Pensó en la chica de la cocina, casi cómicamente hermosa, con sus ojos grandes y una boca perfecta en forma de arco... y debajo de su ropa cuidadosamente abrochada, las voluptuosas curvas que se asemejaban a una atracción de un parque. No era para nada su tipo.
Tan pronto como tomó un bocado de bollo, una mezcla salivosa de acidez y dulzor estuvo a punto de abrumarle. La textura era espesa y esponjosa a la vez. Lo consumió despacio, con todo su ser absorto en la experiencia. Era la primera vez que conseguía saborear algo, experimentar verdaderamente un sabor, en meses.
Lo terminó a mordiscos disciplinados, al mismo tiempo que le invadía una sensación de alivio. Las estrías de tensión de su rostro se relajaron. Juraría por su vida que Ruri había puesto algo en aquellos bollos, una sustancia ilegal, y le traía sin cuidado. Le proporcionaba una sensación limpia y agradable... La sensación de sumergirse en un baño caliente después de un día duro. Habían dejado de temblarle las manos.
Permaneció inmóvil durante un minuto, paladeando la sensación, pensando que persistiría al menos un ratito más. Cuando volvió a entrar en la casa, cogió su caja de herramientas y subió las escaleras hacia el desván con el sigilo de un gato. Tenía intención de conservar aquella buena sensación, estaba resuelto a no dejar que nada ni nadie la estropeara.
Por el camino se tropezó con Yūya, que llevaba en brazos a una joven pelirosada y delgada de grandes ojos azules. Vestía una bata, y tenía una pierna envuelta en una voluminosa tablilla.

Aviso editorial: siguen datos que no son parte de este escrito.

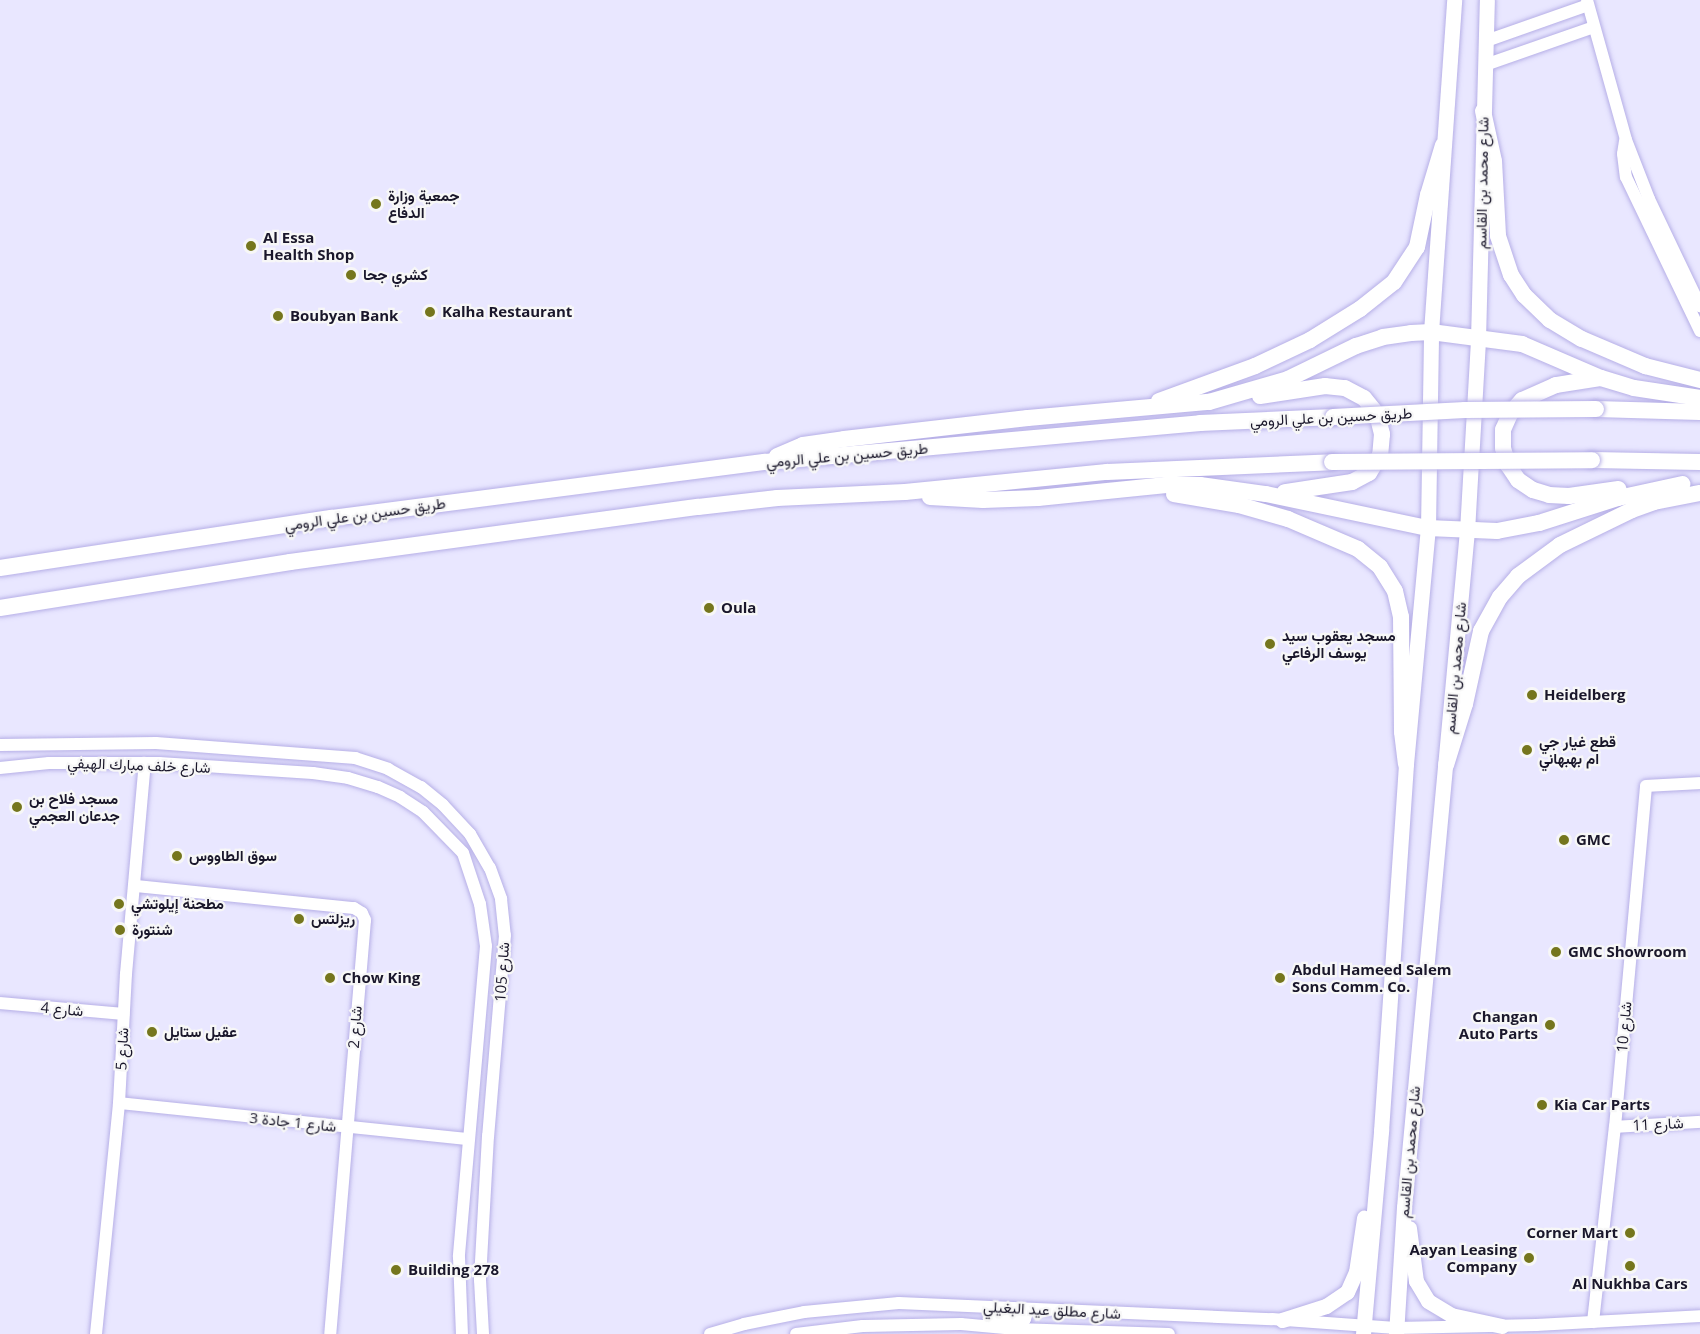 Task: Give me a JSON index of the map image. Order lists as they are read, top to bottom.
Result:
{
  "streets": {
    "highway": ["طريق حسين بن علي الرومي"],
    "main road": ["شارع محمد بن القاسم"],
    "street": [
      "شارع خلف مبارك الهيفي",
      "شارع 105",
      "شارع 4",
      "شارع 2",
      "شارع 10",
      "شارع 5",
      "شارع 1 جادة 3",
      "شارع 11",
      "شارع مطلق عيد البغيلي"
    ]
  },
  "crossings": [
    ["شارع محمد بن القاسم", "شارع مطلق عيد البغيلي"],
    ["شارع خلف مبارك الهيفي", "شارع 105"],
    ["شارع خلف مبارك الهيفي", "شارع 5"],
    ["شارع 105", "شارع 1 جادة 3"],
    ["شارع 4", "شارع 5"],
    ["شارع 2", "شارع 5"],
    ["شارع 2", "شارع 1 جادة 3"],
    ["شارع 10", "شارع 11"],
    ["شارع 10", "شارع مطلق عيد البغيلي"],
    ["شارع 5", "شارع 1 جادة 3"]
  ],
  "places": [
    "جمعية وزارة الدفاع",
    "Al Essa Health Shop",
    "كشري جحا",
    "Kalha Restaurant",
    "Boubyan Bank",
    "Oula",
    "مسجد يعقوب سيد يوسف الرفاعي",
    "Heidelberg",
    "قطع غيار جي ام بهبهاني",
    "مسجد فلاح بن جدعان العجمي",
    "GMC",
    "سوق الطاووس",
    "مطحنة إيلوتشي",
    "ريزلتس",
    "شنتورة",
    "GMC Showroom",
    "Chow King",
    "Abdul Hameed Salem Sons Comm. Co.",
    "Changan Auto Parts",
    "عقيل ستايل",
    "Kia Car Parts",
    "Corner Mart",
    "Aayan Leasing Company",
    "Al Nukhba Cars",
    "Building 278"
  ]
} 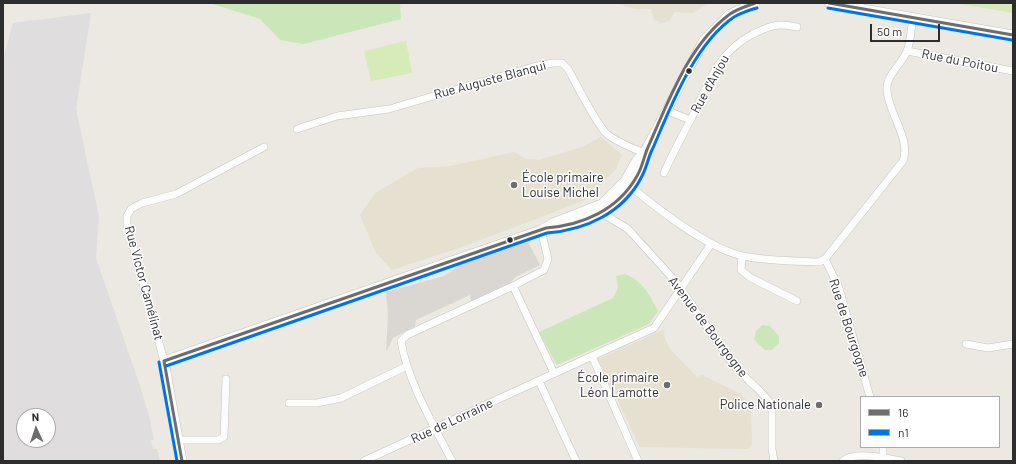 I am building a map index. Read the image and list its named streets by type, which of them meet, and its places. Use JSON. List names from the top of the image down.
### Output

—Yuto —dijo Yūya sin detenerse—, te presento a Yuzu.
—Hola —murmuró Yuto, también sin detenerse, y continuó hasta el desván de la tercera planta.

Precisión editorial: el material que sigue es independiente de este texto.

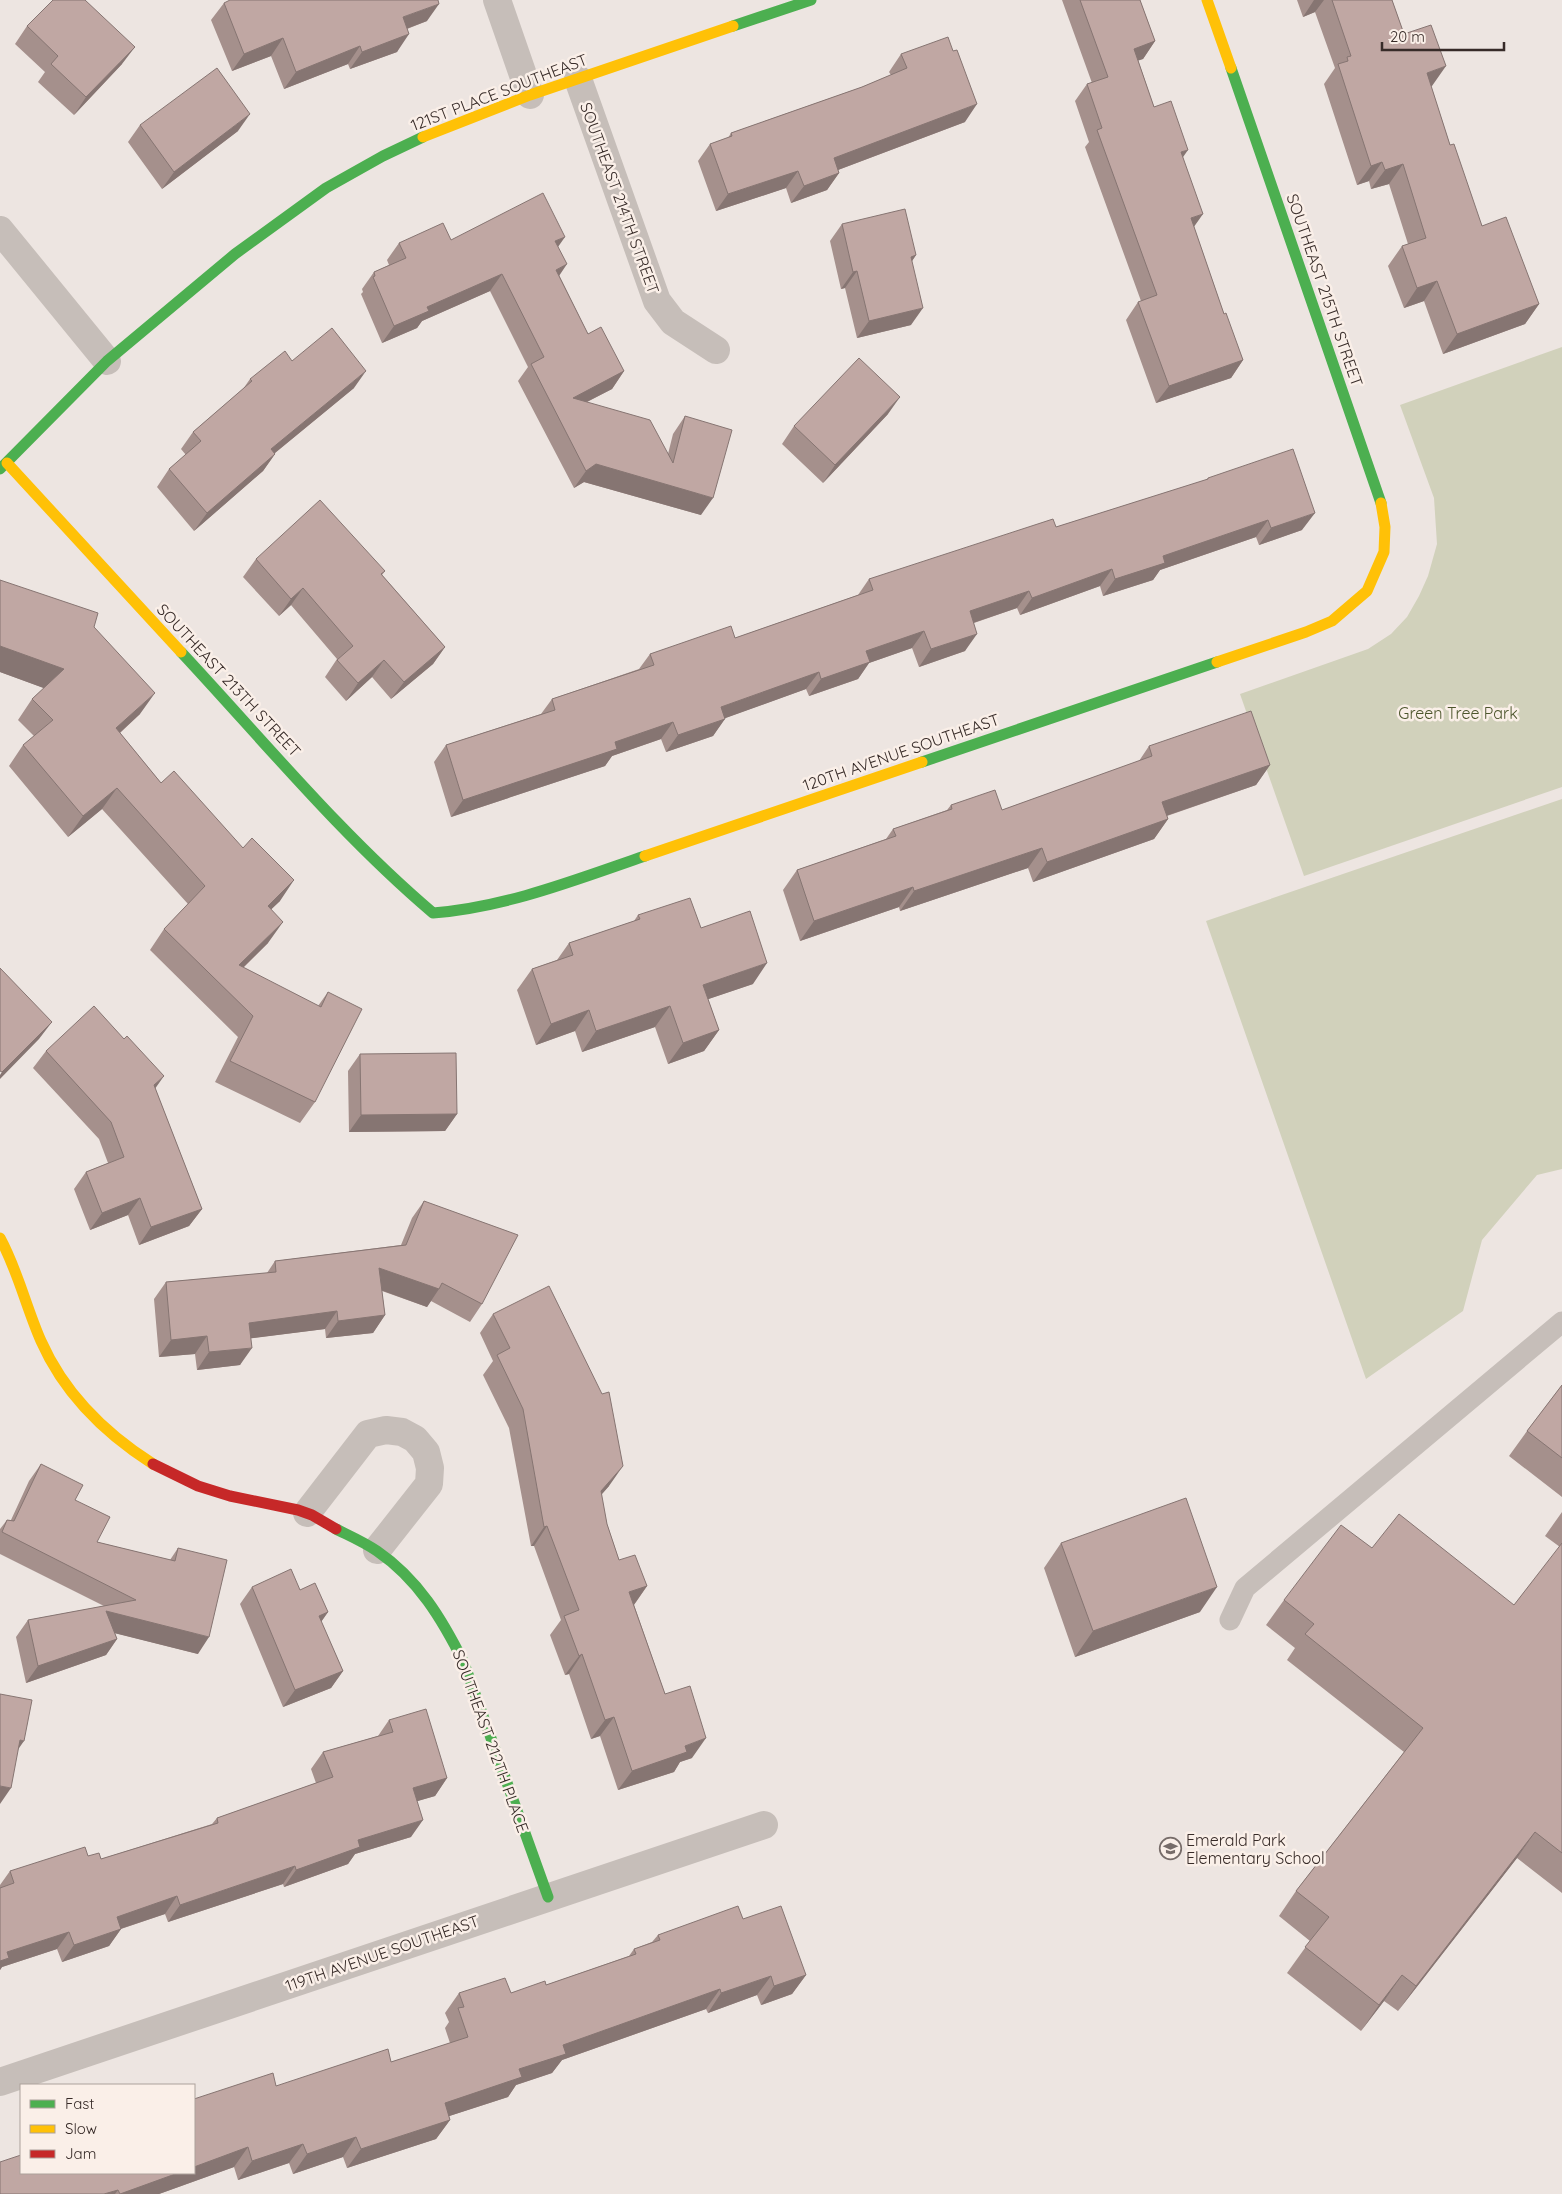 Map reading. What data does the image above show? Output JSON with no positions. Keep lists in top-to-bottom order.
{
  "streets": {
    "street": [
      "121ST PLACE SOUTHEAST",
      "SOUTHEAST 214TH STREET",
      "SOUTHEAST 215TH STREET",
      "SOUTHEAST 213TH STREET",
      "120TH AVENUE SOUTHEAST",
      "SOUTHEAST 212TH PLACE",
      "119TH AVENUE SOUTHEAST"
    ]
  },
  "crossings": [
    ["121ST PLACE SOUTHEAST", "SOUTHEAST 214TH STREET"],
    ["121ST PLACE SOUTHEAST", "SOUTHEAST 213TH STREET"],
    ["SOUTHEAST 215TH STREET", "120TH AVENUE SOUTHEAST"],
    ["SOUTHEAST 213TH STREET", "120TH AVENUE SOUTHEAST"],
    ["SOUTHEAST 212TH PLACE", "119TH AVENUE SOUTHEAST"]
  ],
  "parks": ["Green Tree Park"],
  "places": {
    "school or university": ["Emerald Park Elementary School"]
  },
  "legend": ["Fast", "Slow", "Jam"],
  "scale_bar": "20 m"
}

—¿Estás bien aquí? —preguntó Ruri a Yuzu una vez que Yūya las hubiera dejado solas para que hablaran.
Yuzu sonrió.
—La verdad es que sí. Como puedes ver —indicó con un gesto el gigantesco sofá de terciopelo verde, los cubitos de hielo que Yūya le había puesto alrededor de la pierna, la manta de color crema que le había echado sobre el regazo y el vaso de agua que había dejado a su lado —. Me cuidan muy bien.

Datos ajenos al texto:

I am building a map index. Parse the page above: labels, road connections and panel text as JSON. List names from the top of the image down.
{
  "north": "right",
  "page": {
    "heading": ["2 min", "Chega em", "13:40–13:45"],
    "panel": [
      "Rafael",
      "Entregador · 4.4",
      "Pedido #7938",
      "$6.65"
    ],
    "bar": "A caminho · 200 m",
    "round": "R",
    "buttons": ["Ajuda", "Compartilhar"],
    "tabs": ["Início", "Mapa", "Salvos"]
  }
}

—Yūya parece simpático —observó Ruri, con sus ojos rosados chispeando—. Tanto como dijo Rin. Creo que le gustas.
—A Yūya le gustan las mujeres —replicó Yuzu con ironía —. Y sí, es un chico estupendo —hizo una pausa antes de añadir tímidamente: —. Deberías salir con él.
—¿Yo? —Ruri sacudió la cabeza y le dirigió una mirada socarrona —. Entre ustedes dos hay algo.
—No lo hay. Ni lo habrá. Yūya es muy sincero, Ruri, y ha dejado bien claro que nunca se comprometerá permanentemente con una mujer. Y aunque resulta tentador soltarse y pasarlo bien con él... —Yuzu vaciló y redujo la voz a un susurro —. Es la peor clase de rompecorazones, Ruri... De los que son tan atractivos que pruebas de convencerte de que podrías cambiarles. Y después de todo lo que he pasado... No soy lo bastante fuerte para que vuelvan a hacerme daño tan pronto.
—Entiendo —la sonrisa de Ruri era afectuosa y compasiva —. Creo que es muy prudente por tu parte, Yuzu. A veces renunciar a algo que deseas es lo mejor que puedes hacer por ti misma.